Sleep, How much do you need for a happy heart ?
Late-to-bed, early-to-rise schedules may be harming your heart A Canadian study of well over 70,000 U.S. women (all healthcare professionals, 45-65 years old, enrolled in the Nurses' Health Study) showed that those averaging five hours or less sleep per night were almost 50 percent more likely to develop heart disease than those who slept eight hours per night.
The risk of heart disease was reduced dramatically for women who slept an average of six or seven hours per night, compared with those who slept five.
It would seem that for most of us, seven or eight hours is best for optimal heart health. Less than that places stress on the heart, probably due to increased blood pressure and decreased glucose intolerance - two known hazards of sleep deprivation, according to previous studies.
But this is not a case of more being better. The unusual finding in this study was that women who slept nine or more hours per night actually had a greater risk of heart disease when compared to those who slept between six and eight hours.
Your Bed Mattress
The mattress for one's bed is a crucial purchase! For living! For loving!

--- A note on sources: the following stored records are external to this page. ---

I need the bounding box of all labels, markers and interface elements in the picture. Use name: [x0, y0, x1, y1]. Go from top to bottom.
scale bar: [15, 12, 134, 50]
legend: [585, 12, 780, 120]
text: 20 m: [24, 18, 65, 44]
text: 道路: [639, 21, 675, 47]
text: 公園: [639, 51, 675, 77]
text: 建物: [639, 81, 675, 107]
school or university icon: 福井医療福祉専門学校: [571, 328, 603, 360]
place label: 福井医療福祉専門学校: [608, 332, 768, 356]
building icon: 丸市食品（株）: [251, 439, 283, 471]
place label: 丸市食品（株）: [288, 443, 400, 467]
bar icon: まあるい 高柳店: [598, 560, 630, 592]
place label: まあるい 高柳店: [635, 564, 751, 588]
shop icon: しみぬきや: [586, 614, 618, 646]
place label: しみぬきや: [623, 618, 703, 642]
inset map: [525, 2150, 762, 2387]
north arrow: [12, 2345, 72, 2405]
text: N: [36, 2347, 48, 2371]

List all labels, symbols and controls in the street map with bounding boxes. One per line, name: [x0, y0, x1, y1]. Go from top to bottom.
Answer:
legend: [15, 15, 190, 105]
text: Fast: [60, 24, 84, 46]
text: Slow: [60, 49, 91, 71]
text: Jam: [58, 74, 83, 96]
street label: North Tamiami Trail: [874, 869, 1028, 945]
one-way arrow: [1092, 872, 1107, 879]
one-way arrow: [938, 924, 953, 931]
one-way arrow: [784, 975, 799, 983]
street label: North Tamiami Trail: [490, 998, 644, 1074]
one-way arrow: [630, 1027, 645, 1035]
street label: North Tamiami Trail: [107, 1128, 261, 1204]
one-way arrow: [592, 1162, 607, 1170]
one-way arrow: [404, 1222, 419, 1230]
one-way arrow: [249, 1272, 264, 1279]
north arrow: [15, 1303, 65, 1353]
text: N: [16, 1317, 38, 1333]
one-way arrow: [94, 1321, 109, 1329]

And, it's equally important for one's health and well-being. A proper night's sleep as well as a correctly aligned spine can depend on your choice of mattress. It should not be too hard, nor too soft. Look for support without discomfort or sag.
To ensure that it is of the right degree of firmness conduct this test before you decide on a mattress.
Lie down on the mattress and slide your hand flat under the hollow of your back. If it goes all the way under, the mattress is too firm. If it doesn't budge, it's too soft. If the fingers slide under, but not your whole hand, it's just right.
To be comfortable at night and prolong the life of your mattress, use it evenly. Turn the mattress 180º every 15 days and flip it over every month.